REQUIREMENT: Up to and including the line with "Instruction: Serialize what", restate the records below word for word, beginning with their first line.

(Dataset records)
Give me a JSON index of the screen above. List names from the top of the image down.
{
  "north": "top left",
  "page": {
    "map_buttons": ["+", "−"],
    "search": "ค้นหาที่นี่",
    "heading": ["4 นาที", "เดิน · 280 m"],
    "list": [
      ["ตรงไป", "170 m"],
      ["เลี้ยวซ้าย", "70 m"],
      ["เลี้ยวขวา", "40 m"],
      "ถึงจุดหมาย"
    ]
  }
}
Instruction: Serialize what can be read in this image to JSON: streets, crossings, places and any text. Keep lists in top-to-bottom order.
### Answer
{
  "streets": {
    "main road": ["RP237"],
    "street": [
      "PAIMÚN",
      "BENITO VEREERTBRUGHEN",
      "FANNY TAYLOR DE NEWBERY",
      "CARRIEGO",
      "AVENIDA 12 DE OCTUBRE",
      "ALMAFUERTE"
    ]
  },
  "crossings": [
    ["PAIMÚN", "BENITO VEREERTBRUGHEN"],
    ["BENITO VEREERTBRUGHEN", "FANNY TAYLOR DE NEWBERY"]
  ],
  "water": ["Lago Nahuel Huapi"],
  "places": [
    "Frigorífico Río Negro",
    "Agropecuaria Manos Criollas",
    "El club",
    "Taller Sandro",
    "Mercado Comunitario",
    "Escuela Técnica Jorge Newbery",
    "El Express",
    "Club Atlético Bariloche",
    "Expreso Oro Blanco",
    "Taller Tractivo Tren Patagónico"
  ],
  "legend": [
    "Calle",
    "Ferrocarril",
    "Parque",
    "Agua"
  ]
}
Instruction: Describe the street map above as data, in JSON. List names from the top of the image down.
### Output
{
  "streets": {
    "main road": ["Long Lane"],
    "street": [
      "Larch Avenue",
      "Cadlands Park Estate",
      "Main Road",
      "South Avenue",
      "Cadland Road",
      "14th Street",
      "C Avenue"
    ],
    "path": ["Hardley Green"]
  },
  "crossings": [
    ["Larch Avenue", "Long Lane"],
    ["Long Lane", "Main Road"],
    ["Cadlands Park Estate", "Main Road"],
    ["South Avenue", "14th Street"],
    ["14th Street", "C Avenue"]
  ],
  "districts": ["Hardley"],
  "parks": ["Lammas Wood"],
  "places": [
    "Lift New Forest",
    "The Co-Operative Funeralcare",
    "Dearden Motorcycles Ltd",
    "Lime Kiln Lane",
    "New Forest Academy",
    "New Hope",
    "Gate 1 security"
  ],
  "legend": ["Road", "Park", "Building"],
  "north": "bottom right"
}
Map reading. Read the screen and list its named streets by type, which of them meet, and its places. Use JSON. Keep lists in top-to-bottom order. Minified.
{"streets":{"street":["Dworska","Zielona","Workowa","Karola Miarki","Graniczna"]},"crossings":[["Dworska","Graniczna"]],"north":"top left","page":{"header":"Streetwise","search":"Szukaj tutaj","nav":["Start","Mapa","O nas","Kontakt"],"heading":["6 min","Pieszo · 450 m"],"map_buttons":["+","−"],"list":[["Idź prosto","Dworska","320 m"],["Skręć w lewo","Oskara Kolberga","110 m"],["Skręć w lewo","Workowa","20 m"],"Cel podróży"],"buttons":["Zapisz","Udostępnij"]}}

RESULT OF THIS TASK:
Give me a JSON index of the screen above. List names from the top of the image down.
{
  "north": "top left",
  "page": {
    "map_buttons": ["+", "−"],
    "search": "ค้นหาที่นี่",
    "heading": ["4 นาที", "เดิน · 280 m"],
    "list": [
      ["ตรงไป", "170 m"],
      ["เลี้ยวซ้าย", "70 m"],
      ["เลี้ยวขวา", "40 m"],
      "ถึงจุดหมาย"
    ]
  }
}
Instruction: Serialize what can be read in this image to JSON: streets, crossings, places and any text. Keep lists in top-to-bottom order.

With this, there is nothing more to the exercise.